● What needs to be done:
From the first line of the data below through the line holding "ctx.lineJoin = 'round';", output each line exactly and leave the pictures out.

(Dataset entries)
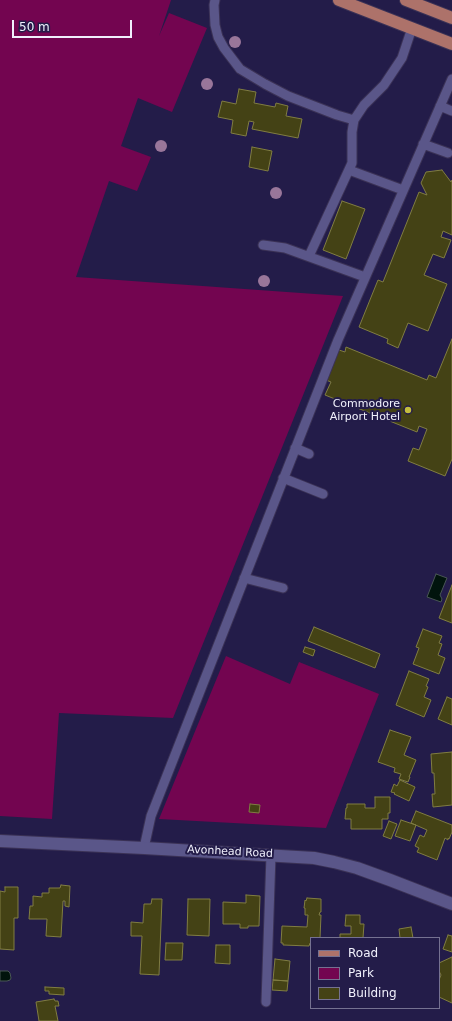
<!DOCTYPE html>
<html>
<head>
<meta charset="utf-8">
<style>
  body { margin:0 }
  #map { position:relative; width:452px; height:1021px; overflow:hidden; background:#231c49; font-family:"DejaVu Sans",sans-serif }
  canvas { display:block }
  .legend { position:absolute; left:310px; top:937px; width:130px; height:72px; box-sizing:border-box; background:#231c49; border:1px solid #757191; margin:0; padding:5px 7px; list-style:none; font-size:12px; color:#f0f0fc }
  .legend li { display:flex; align-items:center; gap:8px; height:20px }
  .legend b { width:20px; border:1px solid #757191 }
  .scale { position:absolute; left:12px; top:20px; width:120px; height:18px; box-sizing:border-box; border:2px solid #f0f0fc; border-top:0; padding-left:5px; font-size:12px; line-height:14px; white-space:nowrap; color:#f0f0fc; -webkit-text-stroke:3px #231c49; paint-order:stroke }
</style>
</head>
<body>
<div id="map">
<canvas width="452" height="1021"></canvas>
<ul class="legend">
<li><b style="height:5px;background:#ad726a"></b>Road</li>
<li><b style="height:11px;background:#730550"></b>Park</li>
<li><b style="height:11px;background:#444215"></b>Building</li>
</ul>
<div class="scale">50 m</div>
</div>
<script>
const ctx = document.querySelector('canvas').getContext('2d');
ctx.lineJoin = 'round';
function fillPath(path, color) {
  ctx.fillStyle = color;
  ctx.fill(path, 'evenodd');
}
function toPath(rows) {
  const path = new Path2D();
  for (const r of rows) {
    path.moveTo(r[0], r[1]);
    for (let i = 2; i < r.length; i += 2) path.lineTo(r[i], r[i + 1]);
  }
  return path;
}
function stroke(path, color, width, dash) {
  ctx.strokeStyle = color;
  ctx.lineWidth = width;
  ctx.lineCap = dash ? 'butt' : 'round';
  ctx.setLineDash(dash || []);
  ctx.stroke(path);
}
function label(font, color, halo, rows, align = 'center') {
  ctx.font = font + ' "DejaVu Sans",sans-serif';
  ctx.lineWidth = 4;
  ctx.setLineDash([]);
  ctx.textBaseline = 'middle';
  ctx.strokeStyle = halo;
  ctx.fillStyle = color;
  for (const [text, x, y, turn = 0] of rows) {
    ctx.save();
    ctx.translate(x, y);
    ctx.rotate((+turn || 0) * Math.PI / 180);
    ctx.textAlign = isNaN(turn) ? turn : align;
    if (halo) ctx.strokeText(text, 0, 0);
    ctx.fillText(text, 0, 0);
    ctx.restore();
  }
}
fillPath(toPath([
  [0,0,171,0,159,36,169,13,207,28,172,112,138,98,121,146,151,157,137,191,109,181,76,277,343,296,173,718,59,713,52,819,0,816],
  [226,656,290,684,299,662,379,694,326,828,159,819]
]), '#730550');
const water = toPath([
  [436,574,447,578,440,595,442,599,441,602,427,597,436,574],
  [0,971,8,971,10,973,11,978,10,980,7,981,0,981,0,971]
]);
fillPath(water, '#01140d');
stroke(water, '#495655', 1);
const building = toPath([
  [239,89,256,92,254,103,275,107,276,103,288,106,286,116,302,119,298,138,252,129,254,122,249,121,246,136,231,133,233,120,218,117,222,101,236,104,239,89],
  [252,147,272,151,268,171,249,167,252,147],
  [442,170,451,182,452,180,452,235,443,231,441,237,451,240,444,258,433,254,424,275,447,284,428,331,408,323,398,348,387,343,388,339,359,327,378,280,383,282,419,192,427,195,421,183,426,172,442,170],
  [342,201,365,209,346,259,323,250,342,201],
  [452,339,452,459,445,476,408,461,413,448,419,450,427,429,419,426,417,432,325,395,331,382,326,380,339,350,345,352,346,347,427,380,429,375,436,378,452,339],
  [452,585,452,623,439,618,452,585],
  [314,627,380,654,375,668,308,641,314,627],
  [423,629,442,636,439,643,442,644,438,655,445,658,439,674,413,664,419,648,416,647,423,629],
  [305,647,315,650,313,656,303,652,305,647],
  [409,671,429,679,426,686,428,687,424,697,431,700,424,717,396,705,409,671],
  [447,697,452,699,452,725,438,719,447,697],
  [390,730,411,737,404,755,416,760,409,777,410,777,408,782,399,779,401,774,394,772,395,768,378,762,390,730],
  [452,752,452,805,433,807,432,794,435,794,434,773,432,773,431,754,452,752],
  [400,780,415,787,409,801,394,794,395,793,391,792,394,784,397,786,400,780],
  [375,797,390,797,390,813,388,813,388,819,382,819,382,829,351,829,351,819,345,819,346,808,347,808,347,804,365,804,365,808,375,808,375,797],
  [250,804,260,805,259,813,249,812,250,804],
  [416,811,452,825,452,832,449,839,448,838,448,840,445,838,437,860,417,852,419,848,415,846,420,835,424,837,427,830,411,823,416,811],
  [401,820,416,825,410,841,395,836,401,820],
  [389,821,397,824,391,839,383,836,389,821],
  [61,885,70,886,69,907,65,906,65,901,63,901,61,937,46,936,47,919,29,919,30,906,33,906,33,896,42,897,42,893,49,893,49,888,60,888,61,885],
  [5,887,18,887,18,918,14,918,14,950,0,949,0,891,5,892,5,887],
  [246,895,260,896,259,926,248,926,248,928,240,928,240,924,223,924,223,902,246,903,246,895],
  [307,898,321,899,321,912,320,912,319,915,321,915,320,938,311,938,311,943,310,943,309,946,283,945,283,943,281,943,282,926,307,927,308,915,305,915,305,908,304,908,305,900,306,901,307,898],
  [152,899,162,899,159,975,140,974,142,936,131,936,131,922,143,923,144,904,151,904,152,899],
  [188,899,210,899,209,936,187,935,188,899],
  [346,915,360,915,360,924,364,924,363,938,340,938,340,934,351,934,351,926,345,926,346,915],
  [411,927,413,938,400,938,399,929,411,927],
  [448,935,452,936,452,952,443,949,448,935],
  [166,943,183,943,182,960,165,960,166,943],
  [216,945,230,945,230,964,215,963,216,945],
  [452,957,452,1003,439,997,439,980,441,975,439,971,439,963,452,957],
  [275,959,290,961,288,981,273,980,275,959],
  [273,980,288,981,287,991,272,990,273,980],
  [45,987,64,988,64,995,49,994,49,991,45,991,45,987],
  [54,999,55,1001,58,1001,59,1006,55,1006,58,1021,39,1021,36,1002,54,999]
]);
fillPath(building, '#444215');
stroke(building, '#807d42', 1);
const lane = toPath([
  [215,0,214,5,215,25,218,37,224,48,240,69,265,84,288,96,337,115,354,120],
  [440,106,452,111],
  [423,144,448,153],
  [349,170,403,190],
  [263,245,285,248,365,277],
  [309,256,352,163,352,132,354,120,364,105,384,85,402,58,412,28],
  [295,448,309,454],
  [283,478,323,494],
  [244,578,283,588],
  [144,848,151,816,338,340,452,79],
  [266,1002,271,855]
]);
const street = toPath([
  [0,841,144,848,314,858,334,862,357,868,390,880,452,904]
]);
const primary = toPath([
  [339,0,452,44],
  [406,0,452,18]
]);
stroke(lane, '#3b3256', 11);
stroke(street, '#3b3256', 14);
stroke(primary, '#3b3256', 14);
stroke(lane, '#5a5689', 9);
stroke(street, '#5a5689', 12);
stroke(primary, '#ad726a', 12);
ctx.fillStyle = '#99769a';
for (const [x, y] of [
  [235,42],
  [207,84],
  [161,146],
  [276,193],
  [264,281]
]) {
  ctx.beginPath();
  ctx.arc(x, y, 6, 0, 2 * Math.PI);
  ctx.fill();
}
for (const [x, y, r, color] of [
  [408,410,4,"#c3bd3e"]
]) {
  const dot = new Path2D();
  dot.arc(x, y, r, 0, 2 * Math.PI);
  ctx.fillStyle = color;
  ctx.fill(dot);
  stroke(dot, '#231c49', 1.5);
}
label('11px', '#f0f0fc', '#231c49', [
  ["Commodore",400,404],
  ["Airport Hotel",400,417]
], 'right');
label('11px', '#f0f0fc', '#231c49', [
  ["Avonhead Road",230,852,3]
]);
</script>
</body>
</html>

● Response area:
<!DOCTYPE html>
<html>
<head>
<meta charset="utf-8">
<style>
  body { margin:0 }
  #map { position:relative; width:452px; height:1021px; overflow:hidden; background:#231c49; font-family:"DejaVu Sans",sans-serif }
  canvas { display:block }
  .legend { position:absolute; left:310px; top:937px; width:130px; height:72px; box-sizing:border-box; background:#231c49; border:1px solid #757191; margin:0; padding:5px 7px; list-style:none; font-size:12px; color:#f0f0fc }
  .legend li { display:flex; align-items:center; gap:8px; height:20px }
  .legend b { width:20px; border:1px solid #757191 }
  .scale { position:absolute; left:12px; top:20px; width:120px; height:18px; box-sizing:border-box; border:2px solid #f0f0fc; border-top:0; padding-left:5px; font-size:12px; line-height:14px; white-space:nowrap; color:#f0f0fc; -webkit-text-stroke:3px #231c49; paint-order:stroke }
</style>
</head>
<body>
<div id="map">
<canvas width="452" height="1021"></canvas>
<ul class="legend">
<li><b style="height:5px;background:#ad726a"></b>Road</li>
<li><b style="height:11px;background:#730550"></b>Park</li>
<li><b style="height:11px;background:#444215"></b>Building</li>
</ul>
<div class="scale">50 m</div>
</div>
<script>
const ctx = document.querySelector('canvas').getContext('2d');
ctx.lineJoin = 'round';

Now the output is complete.